One of the many remarkable characteristics of the Holy Spirit is the unique ways God works in the lives of various people.  Several years ago I took a class at Columbia Seminary on transformation experiences.  I was amazed by the 50 first person accounts of transformation experiences collected in a book edited by Hugh T. Kerr and John M. Mulder, entitled Famous Conversions.[4]  Each conversion experience is as different as the person who told of the experience of God at work in his or her life.  God knows His people, each uniquely and wonderfully created, and how to speak to each one to touch and change their hearts.  Some transformations were sudden and dramatic as the light that blinded and the voice that called to Paul as he traveled on the road to Damascus.  Some transformations were as gentle and yet life-changing as when John Wesley’s heart was strangely warmed and he knew that God had touched his life.  John Calvin’s conversion was through his careful study of the scriptures.  Charles Spurgeon’s conversion was through the words of a last-minute substitute for a no-show preacher and the words were spoken by a man who could not even preach.  But God used the words of the text, “Look unto Me and be ye saved,” to inspire Spurgeon to look and see the darkness roll away and gaze at the sun and know the gift of faith.  C.S. Lewis resisted what he termed “the steady, unrelenting approach of God” whom he so earnestly desired not to meet until he finally knelt and prayed, the most dejected and reluctant convert to a belief in God in all England.

God will work in our lives in any number of ways.  He will use most any means to reach out to us.

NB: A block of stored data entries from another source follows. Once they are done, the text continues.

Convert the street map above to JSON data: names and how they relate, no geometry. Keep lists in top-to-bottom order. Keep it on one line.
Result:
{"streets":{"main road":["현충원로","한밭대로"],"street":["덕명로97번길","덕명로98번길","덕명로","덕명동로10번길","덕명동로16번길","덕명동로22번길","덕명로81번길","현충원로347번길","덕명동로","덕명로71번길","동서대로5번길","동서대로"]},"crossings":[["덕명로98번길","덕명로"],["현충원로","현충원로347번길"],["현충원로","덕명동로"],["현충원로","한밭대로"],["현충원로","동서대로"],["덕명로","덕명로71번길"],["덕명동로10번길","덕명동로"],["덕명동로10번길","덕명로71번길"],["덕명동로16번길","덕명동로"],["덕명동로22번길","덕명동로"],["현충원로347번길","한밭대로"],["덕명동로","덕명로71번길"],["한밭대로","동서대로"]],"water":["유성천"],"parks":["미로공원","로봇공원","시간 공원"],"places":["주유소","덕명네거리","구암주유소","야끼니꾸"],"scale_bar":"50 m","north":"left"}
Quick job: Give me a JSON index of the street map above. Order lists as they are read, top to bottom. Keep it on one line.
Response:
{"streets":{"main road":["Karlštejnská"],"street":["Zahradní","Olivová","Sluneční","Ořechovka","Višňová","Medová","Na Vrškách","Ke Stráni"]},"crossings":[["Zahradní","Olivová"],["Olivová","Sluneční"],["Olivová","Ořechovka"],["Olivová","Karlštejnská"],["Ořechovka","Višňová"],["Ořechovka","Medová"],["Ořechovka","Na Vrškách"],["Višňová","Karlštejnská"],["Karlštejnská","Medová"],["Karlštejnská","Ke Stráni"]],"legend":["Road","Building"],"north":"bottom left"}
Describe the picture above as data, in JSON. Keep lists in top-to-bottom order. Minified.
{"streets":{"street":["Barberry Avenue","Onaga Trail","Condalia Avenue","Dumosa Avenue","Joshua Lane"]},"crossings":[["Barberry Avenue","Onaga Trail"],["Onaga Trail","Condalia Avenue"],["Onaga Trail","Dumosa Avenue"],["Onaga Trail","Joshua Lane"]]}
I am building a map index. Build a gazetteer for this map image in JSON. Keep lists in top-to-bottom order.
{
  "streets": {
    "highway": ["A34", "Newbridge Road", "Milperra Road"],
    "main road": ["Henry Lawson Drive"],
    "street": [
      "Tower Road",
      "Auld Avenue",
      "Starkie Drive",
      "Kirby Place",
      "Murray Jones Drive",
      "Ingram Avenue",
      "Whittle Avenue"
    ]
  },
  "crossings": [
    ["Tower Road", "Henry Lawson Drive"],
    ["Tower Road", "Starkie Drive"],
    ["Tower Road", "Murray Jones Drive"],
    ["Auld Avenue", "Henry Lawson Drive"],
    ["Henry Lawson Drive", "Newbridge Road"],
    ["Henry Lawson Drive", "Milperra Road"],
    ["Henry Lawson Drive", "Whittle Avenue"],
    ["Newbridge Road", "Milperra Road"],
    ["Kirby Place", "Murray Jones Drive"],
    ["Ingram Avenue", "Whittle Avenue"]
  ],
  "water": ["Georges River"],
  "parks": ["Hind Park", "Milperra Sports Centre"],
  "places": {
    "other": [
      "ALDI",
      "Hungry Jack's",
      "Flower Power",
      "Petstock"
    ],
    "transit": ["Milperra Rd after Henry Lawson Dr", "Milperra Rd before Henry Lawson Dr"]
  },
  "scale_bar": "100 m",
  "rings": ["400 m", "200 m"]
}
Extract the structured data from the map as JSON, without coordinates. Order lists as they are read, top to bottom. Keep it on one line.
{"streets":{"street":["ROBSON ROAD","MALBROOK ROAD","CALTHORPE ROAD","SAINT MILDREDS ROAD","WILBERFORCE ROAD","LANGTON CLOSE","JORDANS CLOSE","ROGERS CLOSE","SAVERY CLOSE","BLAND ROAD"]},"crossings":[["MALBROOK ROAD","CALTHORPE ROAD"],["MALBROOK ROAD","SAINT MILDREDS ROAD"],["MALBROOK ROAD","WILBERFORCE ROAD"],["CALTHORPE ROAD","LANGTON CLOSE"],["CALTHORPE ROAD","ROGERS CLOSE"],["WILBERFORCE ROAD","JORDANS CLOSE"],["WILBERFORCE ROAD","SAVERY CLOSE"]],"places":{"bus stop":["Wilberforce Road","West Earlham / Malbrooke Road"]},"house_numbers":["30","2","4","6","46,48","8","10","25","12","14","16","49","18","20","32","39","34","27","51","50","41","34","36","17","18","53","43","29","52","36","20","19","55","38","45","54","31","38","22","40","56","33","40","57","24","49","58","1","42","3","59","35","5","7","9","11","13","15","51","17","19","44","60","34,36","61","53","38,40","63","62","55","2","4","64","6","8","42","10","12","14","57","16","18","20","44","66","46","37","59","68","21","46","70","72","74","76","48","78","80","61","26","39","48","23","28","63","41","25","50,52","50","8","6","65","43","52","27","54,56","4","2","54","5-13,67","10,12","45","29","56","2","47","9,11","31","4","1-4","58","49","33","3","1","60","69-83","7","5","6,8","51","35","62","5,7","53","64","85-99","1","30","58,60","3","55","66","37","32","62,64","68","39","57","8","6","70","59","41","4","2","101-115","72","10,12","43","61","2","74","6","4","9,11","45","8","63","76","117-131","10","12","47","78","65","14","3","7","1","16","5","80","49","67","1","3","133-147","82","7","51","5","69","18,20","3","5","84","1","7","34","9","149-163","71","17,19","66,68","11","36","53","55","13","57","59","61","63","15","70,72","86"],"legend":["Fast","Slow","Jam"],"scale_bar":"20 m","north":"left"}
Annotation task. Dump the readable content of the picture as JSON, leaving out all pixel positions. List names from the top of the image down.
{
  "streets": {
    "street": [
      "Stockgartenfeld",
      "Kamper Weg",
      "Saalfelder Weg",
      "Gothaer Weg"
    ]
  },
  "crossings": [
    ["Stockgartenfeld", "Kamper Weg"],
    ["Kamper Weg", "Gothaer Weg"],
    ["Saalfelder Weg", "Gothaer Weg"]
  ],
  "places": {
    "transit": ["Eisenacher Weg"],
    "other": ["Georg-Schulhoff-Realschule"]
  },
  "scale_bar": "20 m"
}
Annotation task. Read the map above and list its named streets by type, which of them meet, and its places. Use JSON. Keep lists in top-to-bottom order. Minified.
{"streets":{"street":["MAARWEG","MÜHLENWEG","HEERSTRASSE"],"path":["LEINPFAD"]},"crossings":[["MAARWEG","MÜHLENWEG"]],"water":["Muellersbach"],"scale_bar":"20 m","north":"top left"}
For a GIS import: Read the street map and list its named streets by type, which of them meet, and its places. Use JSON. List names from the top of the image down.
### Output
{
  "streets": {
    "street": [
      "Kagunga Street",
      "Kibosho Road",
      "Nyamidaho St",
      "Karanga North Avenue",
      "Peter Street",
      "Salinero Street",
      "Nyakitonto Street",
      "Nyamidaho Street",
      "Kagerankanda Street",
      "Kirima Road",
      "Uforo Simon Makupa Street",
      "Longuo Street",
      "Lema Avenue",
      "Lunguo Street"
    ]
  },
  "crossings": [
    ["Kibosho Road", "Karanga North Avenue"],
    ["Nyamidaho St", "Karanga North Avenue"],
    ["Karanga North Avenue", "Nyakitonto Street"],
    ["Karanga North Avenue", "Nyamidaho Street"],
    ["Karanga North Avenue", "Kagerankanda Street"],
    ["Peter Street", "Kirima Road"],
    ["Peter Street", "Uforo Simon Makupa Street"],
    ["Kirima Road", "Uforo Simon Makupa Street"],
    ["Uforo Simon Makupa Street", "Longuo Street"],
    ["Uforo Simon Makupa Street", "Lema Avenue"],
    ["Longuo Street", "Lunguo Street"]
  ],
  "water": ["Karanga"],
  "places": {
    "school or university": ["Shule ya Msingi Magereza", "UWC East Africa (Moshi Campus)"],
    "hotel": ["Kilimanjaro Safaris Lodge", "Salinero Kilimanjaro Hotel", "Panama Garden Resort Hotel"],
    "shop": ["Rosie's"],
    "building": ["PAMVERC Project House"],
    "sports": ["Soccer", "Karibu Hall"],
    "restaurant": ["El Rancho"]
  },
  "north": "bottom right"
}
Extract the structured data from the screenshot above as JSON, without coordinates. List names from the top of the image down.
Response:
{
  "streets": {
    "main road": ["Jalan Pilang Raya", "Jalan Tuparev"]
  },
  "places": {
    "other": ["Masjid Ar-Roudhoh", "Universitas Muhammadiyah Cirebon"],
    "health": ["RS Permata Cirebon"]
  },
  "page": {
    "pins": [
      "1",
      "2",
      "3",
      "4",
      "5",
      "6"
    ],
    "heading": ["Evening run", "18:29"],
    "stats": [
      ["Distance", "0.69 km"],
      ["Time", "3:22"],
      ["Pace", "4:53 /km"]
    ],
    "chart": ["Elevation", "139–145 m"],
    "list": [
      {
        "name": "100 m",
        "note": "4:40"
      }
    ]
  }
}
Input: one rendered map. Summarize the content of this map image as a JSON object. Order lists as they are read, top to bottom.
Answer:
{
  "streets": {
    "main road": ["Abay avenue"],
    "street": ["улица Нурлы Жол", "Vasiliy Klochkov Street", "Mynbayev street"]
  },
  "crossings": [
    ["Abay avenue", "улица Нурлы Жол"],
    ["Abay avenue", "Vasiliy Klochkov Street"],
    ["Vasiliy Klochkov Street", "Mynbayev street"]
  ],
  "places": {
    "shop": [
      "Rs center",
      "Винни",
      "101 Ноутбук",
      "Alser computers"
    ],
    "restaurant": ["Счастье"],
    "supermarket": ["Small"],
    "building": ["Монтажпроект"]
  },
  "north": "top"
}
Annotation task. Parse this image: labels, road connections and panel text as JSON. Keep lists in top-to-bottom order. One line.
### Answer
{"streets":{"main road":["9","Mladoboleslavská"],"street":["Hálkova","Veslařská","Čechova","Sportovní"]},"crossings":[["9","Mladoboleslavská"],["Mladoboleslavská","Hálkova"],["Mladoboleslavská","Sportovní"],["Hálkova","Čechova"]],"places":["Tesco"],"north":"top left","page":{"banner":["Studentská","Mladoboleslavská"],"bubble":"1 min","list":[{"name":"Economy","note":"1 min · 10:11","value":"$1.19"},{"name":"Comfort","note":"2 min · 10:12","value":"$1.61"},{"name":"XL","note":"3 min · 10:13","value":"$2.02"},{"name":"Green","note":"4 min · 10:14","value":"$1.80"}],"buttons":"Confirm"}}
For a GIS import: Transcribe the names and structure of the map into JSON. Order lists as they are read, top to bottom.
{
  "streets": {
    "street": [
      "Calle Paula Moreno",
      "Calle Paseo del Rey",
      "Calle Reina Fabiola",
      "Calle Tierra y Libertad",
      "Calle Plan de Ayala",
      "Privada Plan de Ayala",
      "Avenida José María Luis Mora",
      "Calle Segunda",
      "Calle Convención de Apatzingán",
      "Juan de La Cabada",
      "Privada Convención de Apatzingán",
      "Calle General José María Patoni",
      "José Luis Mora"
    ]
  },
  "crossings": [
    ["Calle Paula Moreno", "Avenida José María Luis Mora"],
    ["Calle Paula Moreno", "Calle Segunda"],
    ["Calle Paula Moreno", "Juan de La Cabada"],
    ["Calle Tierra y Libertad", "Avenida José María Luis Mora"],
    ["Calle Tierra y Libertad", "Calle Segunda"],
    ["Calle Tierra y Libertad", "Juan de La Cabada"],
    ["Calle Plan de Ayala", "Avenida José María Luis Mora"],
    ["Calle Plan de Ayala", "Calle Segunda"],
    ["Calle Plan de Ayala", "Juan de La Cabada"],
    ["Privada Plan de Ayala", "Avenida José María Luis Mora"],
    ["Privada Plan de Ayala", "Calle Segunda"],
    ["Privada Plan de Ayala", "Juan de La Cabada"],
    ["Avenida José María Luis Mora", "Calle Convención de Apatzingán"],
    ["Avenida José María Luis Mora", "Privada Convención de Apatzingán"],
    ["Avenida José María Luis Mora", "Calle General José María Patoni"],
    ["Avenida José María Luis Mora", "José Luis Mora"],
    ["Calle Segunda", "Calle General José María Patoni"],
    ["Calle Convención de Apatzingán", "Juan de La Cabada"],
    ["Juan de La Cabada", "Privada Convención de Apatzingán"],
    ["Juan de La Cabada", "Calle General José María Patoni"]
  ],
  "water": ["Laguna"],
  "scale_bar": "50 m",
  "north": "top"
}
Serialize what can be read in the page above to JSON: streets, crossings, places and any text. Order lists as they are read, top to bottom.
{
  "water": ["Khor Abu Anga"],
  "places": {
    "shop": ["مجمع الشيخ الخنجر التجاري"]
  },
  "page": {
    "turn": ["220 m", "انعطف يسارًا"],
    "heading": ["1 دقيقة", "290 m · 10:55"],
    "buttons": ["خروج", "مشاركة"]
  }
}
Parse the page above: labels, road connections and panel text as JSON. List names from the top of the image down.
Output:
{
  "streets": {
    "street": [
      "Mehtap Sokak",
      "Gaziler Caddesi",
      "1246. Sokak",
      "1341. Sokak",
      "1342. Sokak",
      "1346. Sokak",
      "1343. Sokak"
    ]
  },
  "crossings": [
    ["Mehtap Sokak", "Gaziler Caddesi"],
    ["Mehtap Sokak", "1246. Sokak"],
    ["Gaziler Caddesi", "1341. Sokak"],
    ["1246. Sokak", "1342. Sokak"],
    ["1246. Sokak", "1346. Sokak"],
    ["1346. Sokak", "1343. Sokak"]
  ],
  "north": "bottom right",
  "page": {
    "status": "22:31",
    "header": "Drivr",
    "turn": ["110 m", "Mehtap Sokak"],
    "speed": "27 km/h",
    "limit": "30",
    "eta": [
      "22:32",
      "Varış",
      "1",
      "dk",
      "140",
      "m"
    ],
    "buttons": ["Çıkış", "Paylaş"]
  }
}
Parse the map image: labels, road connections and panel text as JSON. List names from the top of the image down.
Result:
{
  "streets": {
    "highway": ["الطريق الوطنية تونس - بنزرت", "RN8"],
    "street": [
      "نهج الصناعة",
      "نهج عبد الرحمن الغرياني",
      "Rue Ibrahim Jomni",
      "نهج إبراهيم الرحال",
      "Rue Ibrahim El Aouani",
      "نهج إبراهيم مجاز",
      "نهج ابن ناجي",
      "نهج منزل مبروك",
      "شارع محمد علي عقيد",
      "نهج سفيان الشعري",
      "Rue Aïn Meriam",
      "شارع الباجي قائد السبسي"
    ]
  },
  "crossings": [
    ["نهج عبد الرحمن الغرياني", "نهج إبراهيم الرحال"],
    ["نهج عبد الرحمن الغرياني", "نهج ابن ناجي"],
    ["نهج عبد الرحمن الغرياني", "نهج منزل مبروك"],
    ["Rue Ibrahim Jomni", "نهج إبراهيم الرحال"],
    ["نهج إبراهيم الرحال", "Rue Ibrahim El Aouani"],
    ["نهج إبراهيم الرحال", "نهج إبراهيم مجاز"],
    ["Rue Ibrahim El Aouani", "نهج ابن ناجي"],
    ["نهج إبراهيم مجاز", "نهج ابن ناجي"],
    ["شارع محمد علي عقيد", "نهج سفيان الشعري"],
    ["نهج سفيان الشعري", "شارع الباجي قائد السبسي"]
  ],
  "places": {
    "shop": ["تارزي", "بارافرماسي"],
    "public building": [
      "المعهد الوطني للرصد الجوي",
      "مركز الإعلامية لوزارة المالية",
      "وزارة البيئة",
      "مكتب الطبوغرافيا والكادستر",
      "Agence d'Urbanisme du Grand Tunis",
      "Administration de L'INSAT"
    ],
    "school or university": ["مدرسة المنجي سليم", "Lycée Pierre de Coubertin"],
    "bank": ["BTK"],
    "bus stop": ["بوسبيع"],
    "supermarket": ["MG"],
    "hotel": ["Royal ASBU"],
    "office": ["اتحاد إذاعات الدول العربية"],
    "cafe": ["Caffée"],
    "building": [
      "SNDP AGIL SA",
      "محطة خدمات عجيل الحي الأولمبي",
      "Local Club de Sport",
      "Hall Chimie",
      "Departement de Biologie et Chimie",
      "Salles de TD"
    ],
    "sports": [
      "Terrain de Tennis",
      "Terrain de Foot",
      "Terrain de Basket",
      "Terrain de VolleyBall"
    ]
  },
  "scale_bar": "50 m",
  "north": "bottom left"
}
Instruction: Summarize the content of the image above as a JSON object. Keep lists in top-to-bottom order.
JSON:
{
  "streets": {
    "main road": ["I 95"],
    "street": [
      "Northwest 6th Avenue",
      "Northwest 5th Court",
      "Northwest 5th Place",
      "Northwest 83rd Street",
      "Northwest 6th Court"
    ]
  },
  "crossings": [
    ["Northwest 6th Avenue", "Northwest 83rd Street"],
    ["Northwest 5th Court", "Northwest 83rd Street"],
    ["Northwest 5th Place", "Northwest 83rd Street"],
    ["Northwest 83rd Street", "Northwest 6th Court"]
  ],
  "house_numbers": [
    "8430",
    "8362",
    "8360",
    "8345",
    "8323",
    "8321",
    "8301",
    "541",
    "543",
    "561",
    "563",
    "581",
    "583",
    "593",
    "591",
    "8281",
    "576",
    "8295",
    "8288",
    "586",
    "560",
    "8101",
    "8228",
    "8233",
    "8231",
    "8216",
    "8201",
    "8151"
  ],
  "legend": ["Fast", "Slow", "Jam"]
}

But the message is always the same:  the love of God for us, despite our sinfulness, despite the many times we have failed to be the people God calls us to be.  God calls us to respond to His love by receiving God’s love that we might love God and our brothers and sisters.

Lent is a time for opening ourselves to the grace of God that beckons us to act in love in the midst of a world in which there is too much self-seeking, violence and hatred.  Lent is a time for prayer, worshipping God, studying God’s word, asking for God’s power to cleanse the darkness that blocks the power of His miraculous love to work in and through us.  Lent is a time to be kind to one another and to ask God to help us love one another and show such love in word and deed, not just during Lent, but in all times and all seasons.  Such love flows from God’s love for us, a love that has the power to transform us and others.

Dag Hammarskjold, who served as the Secretary General of the United Nations, recorded in his journal, Markings, a prayer that seems most appropriate for our Lenten journey:

Give me a pure heart-that I may see Thee,

A humble heart that I may hear Thee,

A heart of love-that I may serve Thee,

A heart of faith-that I may abide in Thee. [5]

 

May this be our prayer during Lent and always.




[1] George A. Buttrick, Prayer (Nashville: Abingdon Press, 1952), 260.

[2] Timothy Keller, King’s Cross: The Story of the World in the Life of Jesus (New York:  Penguin Group, 2011), 71.

[3] Miroslav Volf, Free of Charge: Giving and Forgiving in a Culture Stripped of Grace (Grand Rapids: Vondervan, 2005), 201-2.

[4] Famous Conversions, edited by Hugh T. Kerr and John M. Mulder (Grand Rapids: William B. Eerdmans Publishing Company, 1983).

[5] Dag Hammarksjold, Markings (new York:  Ballantine Books, 1964), 189.